すると、ドンドン! と強くノックの音がして、皇女様が「どうした?」と声を掛けた。
「皇帝陛下が……陛下がお目覚めになられました!!」
ドアを開けて入ってきた家来の人の言葉を聞いて、皇女様は飛び上がるようにイスから立ち上がり、私も一緒に陛下が眠っていたお部屋へと駆け込んだ。
「う、う~~ん。よく寝たなー」
ちょうどお部屋に入ると、陛下はとてもスッキリとした顔をされながら、気持ちよさそうに伸びをしていた。
原作ではずっと眠ったままで目覚めるシーンは無かったけど、良かった。 ちゃんと意識が戻って下さったんだ!
これも、ルランシア様とキャルン産のイモ焼酎で作った薬膳酒を飲んでくれたおかげかな。
この場には、皇太子様に皇后様、お父様にお兄様もいる。
アルフリードは……なんと、公爵様も同じ頃に目覚めたという報告があり、ヘイゼル邸へ1人向かってここにはいないのだという。
「何? 2ヶ月も眠っていたというのか!? すぐに運動でもして体を目覚めさせねばならんな」
そう言って2ヶ月も倒れて寝込んでいたとは思えないほど、元気そうにして起き上がろうとする陛下を、皆してまだ病み上がりだからと抑え込みながら、この間にあった出来事をお伝えした。
「ほう、エリーナ姫は祖国へ帰ってしまったのか……それに、エルラルゴ王子は消息不明……しかしジョナスンとは皆、そのピアノで会話もできるようになったと。さらに、超人エスニョーラの2人も側近に入ったというのか!」
「はい、このおかげで当初はどうなることやらと思いましたが、今では公務も落ち着いております」
皇女様はそう陛下に語りかけた。
「だがなぁ……アルフリードとエミリア嬢は別れてしまったのだろう? 実に2人は似合いだったと思っていたのだが、若者の考えというのは分からんものだな」
と、突然、陛下の口からそんな話題が飛び出してきた。
どういうことだろう? 陛下が目覚めてから、まだ誰もその事については触れていないはずなのに……
「陛下、なぜその話をご存じで?」
同じことを思ったらしい皇女様が問いかけて下さった。
「うーむ、実はこの数日、体を動かすことはできなかったのだが、頭は覚醒している状態でな。使用人たちが私の世話をするついでに、この部屋でしていた噂話が耳に入ってきていたのだよ」
なんと。皇太子様や皇女様のお仕事の様子は全然ご存じなかったのに、むしろ家臣のプライベートという下世話な近況の方が、陛下は詳しくなってしまっているようだ。

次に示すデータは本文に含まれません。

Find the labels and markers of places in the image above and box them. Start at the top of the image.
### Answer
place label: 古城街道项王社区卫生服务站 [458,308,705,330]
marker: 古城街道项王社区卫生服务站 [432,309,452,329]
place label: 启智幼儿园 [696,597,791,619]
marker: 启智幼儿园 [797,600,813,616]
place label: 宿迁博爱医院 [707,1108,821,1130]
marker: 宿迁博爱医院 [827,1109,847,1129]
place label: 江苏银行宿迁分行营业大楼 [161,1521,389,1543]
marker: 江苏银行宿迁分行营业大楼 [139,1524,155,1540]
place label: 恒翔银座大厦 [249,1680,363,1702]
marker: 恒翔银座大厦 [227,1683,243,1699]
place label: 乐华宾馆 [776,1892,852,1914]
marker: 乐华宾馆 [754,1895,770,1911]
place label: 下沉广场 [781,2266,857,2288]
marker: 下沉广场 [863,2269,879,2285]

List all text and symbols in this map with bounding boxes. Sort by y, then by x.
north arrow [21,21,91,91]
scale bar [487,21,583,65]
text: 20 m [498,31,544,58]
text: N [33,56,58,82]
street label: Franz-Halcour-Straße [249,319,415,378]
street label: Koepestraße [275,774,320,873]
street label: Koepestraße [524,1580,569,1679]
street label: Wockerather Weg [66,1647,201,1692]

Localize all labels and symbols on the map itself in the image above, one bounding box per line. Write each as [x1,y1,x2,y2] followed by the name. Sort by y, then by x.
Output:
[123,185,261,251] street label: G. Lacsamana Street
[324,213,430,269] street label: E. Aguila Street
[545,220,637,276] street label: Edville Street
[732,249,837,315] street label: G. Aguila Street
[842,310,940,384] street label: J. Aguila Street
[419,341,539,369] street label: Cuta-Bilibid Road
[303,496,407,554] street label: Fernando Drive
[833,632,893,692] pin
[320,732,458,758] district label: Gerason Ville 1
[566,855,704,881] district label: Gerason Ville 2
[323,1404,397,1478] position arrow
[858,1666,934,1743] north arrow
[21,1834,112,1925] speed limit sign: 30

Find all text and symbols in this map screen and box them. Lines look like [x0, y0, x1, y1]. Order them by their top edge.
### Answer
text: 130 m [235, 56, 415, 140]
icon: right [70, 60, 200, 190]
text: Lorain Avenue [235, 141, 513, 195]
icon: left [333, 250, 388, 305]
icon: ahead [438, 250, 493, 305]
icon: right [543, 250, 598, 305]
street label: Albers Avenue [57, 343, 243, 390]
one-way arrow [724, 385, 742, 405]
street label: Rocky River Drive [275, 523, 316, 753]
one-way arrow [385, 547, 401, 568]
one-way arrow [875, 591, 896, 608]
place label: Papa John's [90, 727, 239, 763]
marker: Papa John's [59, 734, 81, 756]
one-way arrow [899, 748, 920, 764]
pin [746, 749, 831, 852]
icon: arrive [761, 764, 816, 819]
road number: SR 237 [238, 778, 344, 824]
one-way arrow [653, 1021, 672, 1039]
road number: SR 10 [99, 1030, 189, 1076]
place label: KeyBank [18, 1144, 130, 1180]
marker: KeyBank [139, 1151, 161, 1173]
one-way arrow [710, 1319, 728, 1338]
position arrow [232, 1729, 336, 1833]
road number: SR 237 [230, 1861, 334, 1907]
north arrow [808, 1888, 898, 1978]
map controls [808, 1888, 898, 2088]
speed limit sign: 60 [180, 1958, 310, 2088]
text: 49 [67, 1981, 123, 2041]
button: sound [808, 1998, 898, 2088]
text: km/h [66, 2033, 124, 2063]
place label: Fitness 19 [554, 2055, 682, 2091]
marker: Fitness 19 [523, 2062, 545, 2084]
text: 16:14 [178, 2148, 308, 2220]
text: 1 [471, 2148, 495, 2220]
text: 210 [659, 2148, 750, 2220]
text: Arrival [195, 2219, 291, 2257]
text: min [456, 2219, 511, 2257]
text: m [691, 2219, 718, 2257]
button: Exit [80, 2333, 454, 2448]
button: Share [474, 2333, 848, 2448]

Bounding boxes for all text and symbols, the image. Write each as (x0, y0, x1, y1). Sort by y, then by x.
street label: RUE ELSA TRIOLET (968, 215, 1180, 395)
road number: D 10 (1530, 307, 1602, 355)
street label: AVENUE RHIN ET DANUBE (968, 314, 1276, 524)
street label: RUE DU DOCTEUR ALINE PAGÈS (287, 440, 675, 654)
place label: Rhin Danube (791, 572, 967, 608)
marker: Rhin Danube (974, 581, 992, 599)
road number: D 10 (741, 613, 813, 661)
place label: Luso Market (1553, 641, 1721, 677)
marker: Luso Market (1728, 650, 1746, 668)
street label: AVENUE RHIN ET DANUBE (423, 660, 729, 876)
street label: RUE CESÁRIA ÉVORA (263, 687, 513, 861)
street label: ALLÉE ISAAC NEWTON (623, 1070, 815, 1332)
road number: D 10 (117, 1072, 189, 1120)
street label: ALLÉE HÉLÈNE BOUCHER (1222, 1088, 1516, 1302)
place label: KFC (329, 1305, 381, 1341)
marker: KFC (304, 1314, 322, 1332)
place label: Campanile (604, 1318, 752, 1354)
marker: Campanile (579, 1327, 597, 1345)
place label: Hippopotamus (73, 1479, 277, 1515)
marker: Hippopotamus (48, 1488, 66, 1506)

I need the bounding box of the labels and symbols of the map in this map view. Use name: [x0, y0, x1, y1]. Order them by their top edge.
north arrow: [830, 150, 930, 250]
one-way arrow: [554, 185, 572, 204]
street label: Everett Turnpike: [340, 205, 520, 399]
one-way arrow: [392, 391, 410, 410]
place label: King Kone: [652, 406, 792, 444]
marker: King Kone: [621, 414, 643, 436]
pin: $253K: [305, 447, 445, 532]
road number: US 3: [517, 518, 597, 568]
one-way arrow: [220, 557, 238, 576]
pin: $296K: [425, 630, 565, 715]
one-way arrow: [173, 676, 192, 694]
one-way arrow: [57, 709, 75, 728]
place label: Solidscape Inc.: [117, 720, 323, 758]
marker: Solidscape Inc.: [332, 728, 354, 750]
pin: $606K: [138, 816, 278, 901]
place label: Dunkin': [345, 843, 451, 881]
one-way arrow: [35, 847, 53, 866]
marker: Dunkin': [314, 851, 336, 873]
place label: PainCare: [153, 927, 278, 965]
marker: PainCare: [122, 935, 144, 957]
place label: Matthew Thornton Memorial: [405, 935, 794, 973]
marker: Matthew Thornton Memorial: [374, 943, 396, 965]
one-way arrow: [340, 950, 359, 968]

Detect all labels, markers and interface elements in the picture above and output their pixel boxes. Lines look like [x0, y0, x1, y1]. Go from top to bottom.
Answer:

「皇城の独身どもは皆、アルフリードのアプローチを超えるものでないと、エミリア嬢を落とせないとかで躍起になっているそうではないか。やはり、私もその現場を一目見ておきたかったものだ……」
陛下は、なんとも悔しそうに眉間にシワを寄せて下を向かれた。
そうだったの!? アルフリードのアプローチといえば、私が皇女様と間違えてエルラルゴ王子様に女騎士になりたい! と言ってしまった時、私のことを抱え上げて、連れ去って行ってしまった事を言っているのかな?
ま、まぁ確かに、あれは忘れることのできない、なかなか衝撃的なアプローチ手法ではあったよね……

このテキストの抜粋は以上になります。